- _What the task requires_:
Using the records below, copy every line that holds the string "worn".

[Stored items]
---

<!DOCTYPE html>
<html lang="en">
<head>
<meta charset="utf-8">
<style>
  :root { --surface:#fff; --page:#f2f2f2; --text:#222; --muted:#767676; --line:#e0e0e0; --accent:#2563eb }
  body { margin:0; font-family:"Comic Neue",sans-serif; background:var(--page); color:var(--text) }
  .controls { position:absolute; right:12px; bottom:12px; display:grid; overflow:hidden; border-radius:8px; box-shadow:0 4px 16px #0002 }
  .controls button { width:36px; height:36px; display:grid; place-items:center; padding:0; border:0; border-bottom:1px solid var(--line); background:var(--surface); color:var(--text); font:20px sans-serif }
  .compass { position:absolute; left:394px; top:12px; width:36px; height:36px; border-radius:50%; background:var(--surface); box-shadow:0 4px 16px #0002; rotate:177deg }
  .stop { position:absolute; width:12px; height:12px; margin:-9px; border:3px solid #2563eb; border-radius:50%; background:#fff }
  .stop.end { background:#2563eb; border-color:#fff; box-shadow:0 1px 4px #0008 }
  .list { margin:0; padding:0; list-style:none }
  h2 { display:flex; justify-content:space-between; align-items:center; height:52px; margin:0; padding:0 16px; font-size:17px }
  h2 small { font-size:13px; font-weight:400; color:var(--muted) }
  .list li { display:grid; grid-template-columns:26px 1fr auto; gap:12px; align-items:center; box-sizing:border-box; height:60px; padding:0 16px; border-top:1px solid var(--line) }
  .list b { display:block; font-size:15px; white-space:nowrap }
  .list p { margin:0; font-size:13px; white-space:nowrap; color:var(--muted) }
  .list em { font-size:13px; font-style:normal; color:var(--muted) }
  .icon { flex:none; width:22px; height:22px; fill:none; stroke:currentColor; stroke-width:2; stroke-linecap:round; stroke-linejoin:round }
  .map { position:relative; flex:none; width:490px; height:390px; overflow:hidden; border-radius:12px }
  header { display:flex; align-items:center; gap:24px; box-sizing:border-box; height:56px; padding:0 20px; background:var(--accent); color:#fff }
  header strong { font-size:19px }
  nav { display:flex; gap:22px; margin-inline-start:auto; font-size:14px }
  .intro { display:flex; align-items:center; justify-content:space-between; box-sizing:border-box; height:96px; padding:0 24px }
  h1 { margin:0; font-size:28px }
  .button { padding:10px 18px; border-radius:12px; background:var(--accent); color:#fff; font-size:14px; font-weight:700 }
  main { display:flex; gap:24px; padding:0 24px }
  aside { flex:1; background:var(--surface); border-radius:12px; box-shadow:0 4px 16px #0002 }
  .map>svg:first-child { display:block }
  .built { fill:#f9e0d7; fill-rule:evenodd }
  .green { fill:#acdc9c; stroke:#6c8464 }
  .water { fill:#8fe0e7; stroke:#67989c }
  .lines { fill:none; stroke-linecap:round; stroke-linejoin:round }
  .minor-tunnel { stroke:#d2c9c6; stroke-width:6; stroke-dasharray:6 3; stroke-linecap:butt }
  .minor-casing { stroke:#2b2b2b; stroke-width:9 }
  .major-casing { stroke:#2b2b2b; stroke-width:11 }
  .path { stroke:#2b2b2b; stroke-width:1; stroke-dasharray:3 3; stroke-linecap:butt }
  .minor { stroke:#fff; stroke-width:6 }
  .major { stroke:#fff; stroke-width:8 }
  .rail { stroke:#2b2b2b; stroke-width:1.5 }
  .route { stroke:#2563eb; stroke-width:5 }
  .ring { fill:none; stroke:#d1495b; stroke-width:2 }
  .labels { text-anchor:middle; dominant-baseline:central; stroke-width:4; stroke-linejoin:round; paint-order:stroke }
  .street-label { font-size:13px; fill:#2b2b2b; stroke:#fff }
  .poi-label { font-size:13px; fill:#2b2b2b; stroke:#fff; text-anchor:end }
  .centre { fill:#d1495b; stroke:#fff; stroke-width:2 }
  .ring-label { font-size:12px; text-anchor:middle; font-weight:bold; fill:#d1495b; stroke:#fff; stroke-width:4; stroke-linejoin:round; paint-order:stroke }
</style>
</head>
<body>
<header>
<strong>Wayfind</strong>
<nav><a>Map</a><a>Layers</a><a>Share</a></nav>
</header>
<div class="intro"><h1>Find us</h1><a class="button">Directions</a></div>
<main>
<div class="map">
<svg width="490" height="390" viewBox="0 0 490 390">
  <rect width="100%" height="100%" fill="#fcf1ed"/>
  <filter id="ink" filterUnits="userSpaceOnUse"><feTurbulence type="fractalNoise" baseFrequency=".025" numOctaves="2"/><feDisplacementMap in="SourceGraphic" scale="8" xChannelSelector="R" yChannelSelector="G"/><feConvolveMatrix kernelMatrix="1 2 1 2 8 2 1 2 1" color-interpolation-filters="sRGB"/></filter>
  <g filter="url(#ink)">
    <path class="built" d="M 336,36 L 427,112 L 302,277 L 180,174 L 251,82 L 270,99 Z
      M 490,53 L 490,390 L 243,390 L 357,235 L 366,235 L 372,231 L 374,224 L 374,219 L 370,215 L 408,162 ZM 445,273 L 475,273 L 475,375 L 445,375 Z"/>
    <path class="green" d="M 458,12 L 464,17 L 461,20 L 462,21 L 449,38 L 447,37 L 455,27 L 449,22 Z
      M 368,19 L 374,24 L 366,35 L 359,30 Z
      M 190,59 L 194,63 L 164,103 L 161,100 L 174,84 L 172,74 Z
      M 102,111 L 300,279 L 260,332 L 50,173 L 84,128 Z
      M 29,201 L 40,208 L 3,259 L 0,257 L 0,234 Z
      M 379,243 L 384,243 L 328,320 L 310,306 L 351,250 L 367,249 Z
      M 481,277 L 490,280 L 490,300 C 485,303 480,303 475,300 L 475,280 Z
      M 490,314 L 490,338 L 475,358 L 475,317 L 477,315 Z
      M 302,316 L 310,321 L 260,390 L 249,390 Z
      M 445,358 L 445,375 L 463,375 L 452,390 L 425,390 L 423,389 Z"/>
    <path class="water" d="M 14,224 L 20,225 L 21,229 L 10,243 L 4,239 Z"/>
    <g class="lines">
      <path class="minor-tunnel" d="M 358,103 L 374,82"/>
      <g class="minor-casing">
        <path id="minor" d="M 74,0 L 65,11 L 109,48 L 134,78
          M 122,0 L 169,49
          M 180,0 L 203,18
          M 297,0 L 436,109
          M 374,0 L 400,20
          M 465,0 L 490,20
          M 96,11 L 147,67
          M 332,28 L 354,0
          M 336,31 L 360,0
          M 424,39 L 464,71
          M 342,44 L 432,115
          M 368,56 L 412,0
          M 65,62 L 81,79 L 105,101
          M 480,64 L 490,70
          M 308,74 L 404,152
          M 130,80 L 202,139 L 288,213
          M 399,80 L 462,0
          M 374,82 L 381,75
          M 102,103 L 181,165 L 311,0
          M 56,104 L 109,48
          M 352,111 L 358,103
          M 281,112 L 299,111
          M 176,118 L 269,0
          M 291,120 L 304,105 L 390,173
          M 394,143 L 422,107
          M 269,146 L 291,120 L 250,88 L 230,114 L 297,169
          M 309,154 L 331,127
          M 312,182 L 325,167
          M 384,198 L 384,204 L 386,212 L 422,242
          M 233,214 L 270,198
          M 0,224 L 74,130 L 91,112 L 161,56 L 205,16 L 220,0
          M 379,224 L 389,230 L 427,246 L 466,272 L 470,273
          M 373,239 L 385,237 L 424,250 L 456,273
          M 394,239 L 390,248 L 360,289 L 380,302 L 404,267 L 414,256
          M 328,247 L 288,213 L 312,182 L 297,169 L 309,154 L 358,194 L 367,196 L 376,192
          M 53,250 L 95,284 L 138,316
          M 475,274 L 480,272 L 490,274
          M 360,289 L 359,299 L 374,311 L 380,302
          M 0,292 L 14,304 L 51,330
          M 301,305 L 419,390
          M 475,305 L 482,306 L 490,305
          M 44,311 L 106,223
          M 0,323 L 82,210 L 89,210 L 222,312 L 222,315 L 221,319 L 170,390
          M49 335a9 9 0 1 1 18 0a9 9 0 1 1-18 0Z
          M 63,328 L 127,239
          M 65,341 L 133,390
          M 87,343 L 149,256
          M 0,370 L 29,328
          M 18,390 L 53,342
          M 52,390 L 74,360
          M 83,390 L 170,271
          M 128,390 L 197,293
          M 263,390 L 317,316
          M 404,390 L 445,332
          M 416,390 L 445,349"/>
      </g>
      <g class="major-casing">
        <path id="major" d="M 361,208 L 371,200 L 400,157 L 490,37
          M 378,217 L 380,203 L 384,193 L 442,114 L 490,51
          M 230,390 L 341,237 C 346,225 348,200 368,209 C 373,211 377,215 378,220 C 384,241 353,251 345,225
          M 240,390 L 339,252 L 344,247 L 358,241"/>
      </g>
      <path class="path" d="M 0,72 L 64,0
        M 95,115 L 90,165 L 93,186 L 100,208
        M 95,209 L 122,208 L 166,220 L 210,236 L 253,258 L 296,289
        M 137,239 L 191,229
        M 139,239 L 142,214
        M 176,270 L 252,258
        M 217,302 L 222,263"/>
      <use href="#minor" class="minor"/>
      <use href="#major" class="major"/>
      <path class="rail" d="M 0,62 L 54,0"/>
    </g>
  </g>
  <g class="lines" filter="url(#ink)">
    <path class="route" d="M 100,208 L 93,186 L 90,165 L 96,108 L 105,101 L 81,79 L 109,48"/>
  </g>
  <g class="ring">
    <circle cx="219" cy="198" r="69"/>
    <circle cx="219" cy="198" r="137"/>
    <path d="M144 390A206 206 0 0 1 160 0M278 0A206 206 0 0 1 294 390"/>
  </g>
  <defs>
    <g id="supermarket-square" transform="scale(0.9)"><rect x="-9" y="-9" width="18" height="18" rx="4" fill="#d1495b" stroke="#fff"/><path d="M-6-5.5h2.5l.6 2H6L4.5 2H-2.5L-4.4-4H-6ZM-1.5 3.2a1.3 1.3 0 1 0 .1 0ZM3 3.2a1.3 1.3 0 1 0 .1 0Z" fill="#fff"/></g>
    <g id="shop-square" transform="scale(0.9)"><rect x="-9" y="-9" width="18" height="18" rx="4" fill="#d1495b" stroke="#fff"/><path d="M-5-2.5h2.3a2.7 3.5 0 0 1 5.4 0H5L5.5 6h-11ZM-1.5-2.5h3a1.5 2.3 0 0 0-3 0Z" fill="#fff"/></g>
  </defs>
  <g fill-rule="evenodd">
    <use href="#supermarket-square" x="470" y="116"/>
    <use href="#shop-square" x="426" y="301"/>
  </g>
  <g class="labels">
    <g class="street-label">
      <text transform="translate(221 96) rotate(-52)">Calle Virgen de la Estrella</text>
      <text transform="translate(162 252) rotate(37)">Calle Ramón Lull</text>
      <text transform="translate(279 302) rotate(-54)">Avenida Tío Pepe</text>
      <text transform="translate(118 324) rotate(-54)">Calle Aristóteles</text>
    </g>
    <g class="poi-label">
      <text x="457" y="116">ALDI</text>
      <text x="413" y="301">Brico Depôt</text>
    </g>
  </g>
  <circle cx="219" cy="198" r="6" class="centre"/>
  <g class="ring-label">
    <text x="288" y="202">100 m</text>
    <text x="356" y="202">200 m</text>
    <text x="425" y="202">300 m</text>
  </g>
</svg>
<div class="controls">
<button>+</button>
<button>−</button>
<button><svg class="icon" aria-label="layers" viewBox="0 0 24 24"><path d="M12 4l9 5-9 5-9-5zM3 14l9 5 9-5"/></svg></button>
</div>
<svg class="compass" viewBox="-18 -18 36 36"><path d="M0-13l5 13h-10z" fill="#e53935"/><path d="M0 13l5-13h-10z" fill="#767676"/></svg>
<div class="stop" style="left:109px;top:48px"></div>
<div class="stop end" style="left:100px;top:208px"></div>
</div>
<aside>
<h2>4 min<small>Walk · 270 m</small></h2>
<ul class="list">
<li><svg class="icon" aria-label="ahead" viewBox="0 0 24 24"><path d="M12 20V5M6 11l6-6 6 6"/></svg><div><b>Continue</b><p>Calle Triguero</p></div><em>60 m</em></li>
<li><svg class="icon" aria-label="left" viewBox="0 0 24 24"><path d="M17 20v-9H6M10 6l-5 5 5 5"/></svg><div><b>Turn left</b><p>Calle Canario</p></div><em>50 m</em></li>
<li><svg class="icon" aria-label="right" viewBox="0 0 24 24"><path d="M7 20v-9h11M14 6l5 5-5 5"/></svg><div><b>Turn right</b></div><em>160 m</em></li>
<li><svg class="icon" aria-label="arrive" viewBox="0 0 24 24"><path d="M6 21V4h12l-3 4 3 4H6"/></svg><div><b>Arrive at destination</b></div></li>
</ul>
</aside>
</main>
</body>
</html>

---

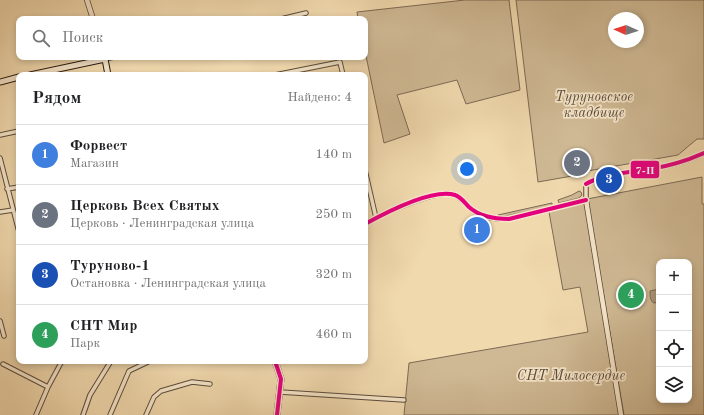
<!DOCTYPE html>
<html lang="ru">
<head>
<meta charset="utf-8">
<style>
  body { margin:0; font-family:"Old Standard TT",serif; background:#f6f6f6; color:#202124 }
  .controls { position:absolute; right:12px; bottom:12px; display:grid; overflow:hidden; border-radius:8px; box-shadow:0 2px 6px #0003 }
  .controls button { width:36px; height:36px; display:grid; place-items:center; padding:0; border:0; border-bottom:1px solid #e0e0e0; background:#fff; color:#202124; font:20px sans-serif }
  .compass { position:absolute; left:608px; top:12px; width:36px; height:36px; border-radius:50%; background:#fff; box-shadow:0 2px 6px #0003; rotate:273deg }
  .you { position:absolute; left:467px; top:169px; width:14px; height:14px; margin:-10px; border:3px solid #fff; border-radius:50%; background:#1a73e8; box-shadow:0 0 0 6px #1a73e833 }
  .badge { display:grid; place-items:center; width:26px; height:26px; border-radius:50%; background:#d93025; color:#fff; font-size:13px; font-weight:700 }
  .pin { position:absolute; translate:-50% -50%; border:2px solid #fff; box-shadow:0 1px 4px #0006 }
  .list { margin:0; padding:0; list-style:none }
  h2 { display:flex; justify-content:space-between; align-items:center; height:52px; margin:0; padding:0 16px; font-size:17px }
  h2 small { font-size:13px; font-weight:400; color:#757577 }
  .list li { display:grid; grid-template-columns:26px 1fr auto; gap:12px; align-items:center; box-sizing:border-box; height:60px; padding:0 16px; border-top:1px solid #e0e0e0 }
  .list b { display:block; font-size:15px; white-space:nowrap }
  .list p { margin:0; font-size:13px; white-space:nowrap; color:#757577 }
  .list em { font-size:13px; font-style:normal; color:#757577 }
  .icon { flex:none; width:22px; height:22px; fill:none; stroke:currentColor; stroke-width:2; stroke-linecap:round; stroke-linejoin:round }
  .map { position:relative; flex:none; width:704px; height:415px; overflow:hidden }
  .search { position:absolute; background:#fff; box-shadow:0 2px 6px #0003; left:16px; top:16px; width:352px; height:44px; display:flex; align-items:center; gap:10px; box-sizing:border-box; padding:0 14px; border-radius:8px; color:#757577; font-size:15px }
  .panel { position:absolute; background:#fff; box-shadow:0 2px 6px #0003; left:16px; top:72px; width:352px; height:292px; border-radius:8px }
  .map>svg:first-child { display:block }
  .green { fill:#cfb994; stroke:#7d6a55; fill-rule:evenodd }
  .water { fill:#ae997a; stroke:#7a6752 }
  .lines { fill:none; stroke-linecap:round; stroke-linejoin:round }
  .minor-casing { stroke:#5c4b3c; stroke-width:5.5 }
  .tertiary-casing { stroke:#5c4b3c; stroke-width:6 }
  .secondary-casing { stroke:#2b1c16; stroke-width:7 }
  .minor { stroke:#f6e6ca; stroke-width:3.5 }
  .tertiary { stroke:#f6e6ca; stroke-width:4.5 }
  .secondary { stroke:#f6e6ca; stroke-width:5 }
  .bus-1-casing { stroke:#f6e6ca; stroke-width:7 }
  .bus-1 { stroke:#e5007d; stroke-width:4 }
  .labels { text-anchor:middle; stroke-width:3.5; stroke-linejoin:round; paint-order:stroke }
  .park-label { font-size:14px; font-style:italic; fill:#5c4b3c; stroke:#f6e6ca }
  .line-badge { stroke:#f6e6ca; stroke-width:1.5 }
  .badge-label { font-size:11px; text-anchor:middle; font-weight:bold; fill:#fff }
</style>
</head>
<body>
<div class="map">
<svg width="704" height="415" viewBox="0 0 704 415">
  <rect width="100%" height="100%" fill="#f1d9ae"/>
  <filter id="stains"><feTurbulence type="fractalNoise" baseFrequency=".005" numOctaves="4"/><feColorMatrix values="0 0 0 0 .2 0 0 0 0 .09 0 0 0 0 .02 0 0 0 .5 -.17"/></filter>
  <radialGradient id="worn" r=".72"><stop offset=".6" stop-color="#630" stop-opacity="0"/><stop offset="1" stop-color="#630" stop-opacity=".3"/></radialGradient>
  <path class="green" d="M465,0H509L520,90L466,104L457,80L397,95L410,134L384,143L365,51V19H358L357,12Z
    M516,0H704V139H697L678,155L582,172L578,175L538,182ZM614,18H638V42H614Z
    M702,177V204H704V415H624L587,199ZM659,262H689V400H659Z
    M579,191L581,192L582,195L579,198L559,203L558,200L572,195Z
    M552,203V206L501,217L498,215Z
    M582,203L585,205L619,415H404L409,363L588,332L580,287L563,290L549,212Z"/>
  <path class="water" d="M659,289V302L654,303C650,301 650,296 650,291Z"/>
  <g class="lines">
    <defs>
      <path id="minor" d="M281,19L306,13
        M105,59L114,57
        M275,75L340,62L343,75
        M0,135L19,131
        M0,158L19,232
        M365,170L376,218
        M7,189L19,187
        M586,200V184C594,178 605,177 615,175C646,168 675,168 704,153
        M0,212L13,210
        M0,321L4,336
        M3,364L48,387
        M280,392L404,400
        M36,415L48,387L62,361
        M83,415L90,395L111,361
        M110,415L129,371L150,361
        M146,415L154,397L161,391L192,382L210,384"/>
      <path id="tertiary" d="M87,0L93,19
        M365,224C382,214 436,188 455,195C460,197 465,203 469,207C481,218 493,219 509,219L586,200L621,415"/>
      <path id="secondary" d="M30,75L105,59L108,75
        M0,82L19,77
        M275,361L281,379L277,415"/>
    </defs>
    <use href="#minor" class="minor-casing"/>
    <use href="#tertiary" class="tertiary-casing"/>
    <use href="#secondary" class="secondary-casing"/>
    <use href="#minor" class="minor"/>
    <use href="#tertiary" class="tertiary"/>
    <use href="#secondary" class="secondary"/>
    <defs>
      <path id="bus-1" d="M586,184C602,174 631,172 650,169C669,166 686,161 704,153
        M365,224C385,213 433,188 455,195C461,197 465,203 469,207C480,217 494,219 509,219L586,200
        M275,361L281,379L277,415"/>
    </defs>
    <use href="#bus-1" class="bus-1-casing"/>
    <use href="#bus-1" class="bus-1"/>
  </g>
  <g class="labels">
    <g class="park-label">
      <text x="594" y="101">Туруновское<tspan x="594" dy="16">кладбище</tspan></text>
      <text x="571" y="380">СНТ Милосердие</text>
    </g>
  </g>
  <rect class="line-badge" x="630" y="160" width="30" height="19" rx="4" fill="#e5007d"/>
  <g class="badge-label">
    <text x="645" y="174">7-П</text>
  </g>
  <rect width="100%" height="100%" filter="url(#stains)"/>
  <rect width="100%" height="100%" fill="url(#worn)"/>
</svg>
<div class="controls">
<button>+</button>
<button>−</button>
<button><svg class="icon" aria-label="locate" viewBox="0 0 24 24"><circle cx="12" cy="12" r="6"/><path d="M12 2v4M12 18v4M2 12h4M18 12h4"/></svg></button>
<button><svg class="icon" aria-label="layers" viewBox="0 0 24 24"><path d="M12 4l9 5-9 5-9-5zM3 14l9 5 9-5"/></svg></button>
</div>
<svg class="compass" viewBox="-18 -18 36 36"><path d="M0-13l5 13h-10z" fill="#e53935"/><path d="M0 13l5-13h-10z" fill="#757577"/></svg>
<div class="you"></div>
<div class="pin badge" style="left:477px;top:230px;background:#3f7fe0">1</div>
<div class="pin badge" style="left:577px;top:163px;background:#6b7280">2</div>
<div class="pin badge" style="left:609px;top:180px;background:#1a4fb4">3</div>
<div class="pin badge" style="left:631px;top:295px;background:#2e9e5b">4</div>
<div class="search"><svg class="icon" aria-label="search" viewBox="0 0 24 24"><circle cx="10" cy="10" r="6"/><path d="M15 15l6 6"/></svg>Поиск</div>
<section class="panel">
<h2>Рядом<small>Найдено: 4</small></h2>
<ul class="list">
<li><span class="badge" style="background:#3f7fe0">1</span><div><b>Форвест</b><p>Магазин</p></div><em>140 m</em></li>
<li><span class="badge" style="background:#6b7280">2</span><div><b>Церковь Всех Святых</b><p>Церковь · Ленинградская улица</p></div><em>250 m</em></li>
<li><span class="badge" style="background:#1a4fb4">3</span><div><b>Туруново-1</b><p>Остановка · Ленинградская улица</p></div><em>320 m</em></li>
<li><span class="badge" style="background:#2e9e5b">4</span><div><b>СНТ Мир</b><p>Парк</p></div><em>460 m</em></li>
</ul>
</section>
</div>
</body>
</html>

---

- _Reply_:
  <radialGradient id="worn" r=".72"><stop offset=".6" stop-color="#630" stop-opacity="0"/><stop offset="1" stop-color="#630" stop-opacity=".3"/></radialGradient>
  <rect width="100%" height="100%" fill="url(#worn)"/>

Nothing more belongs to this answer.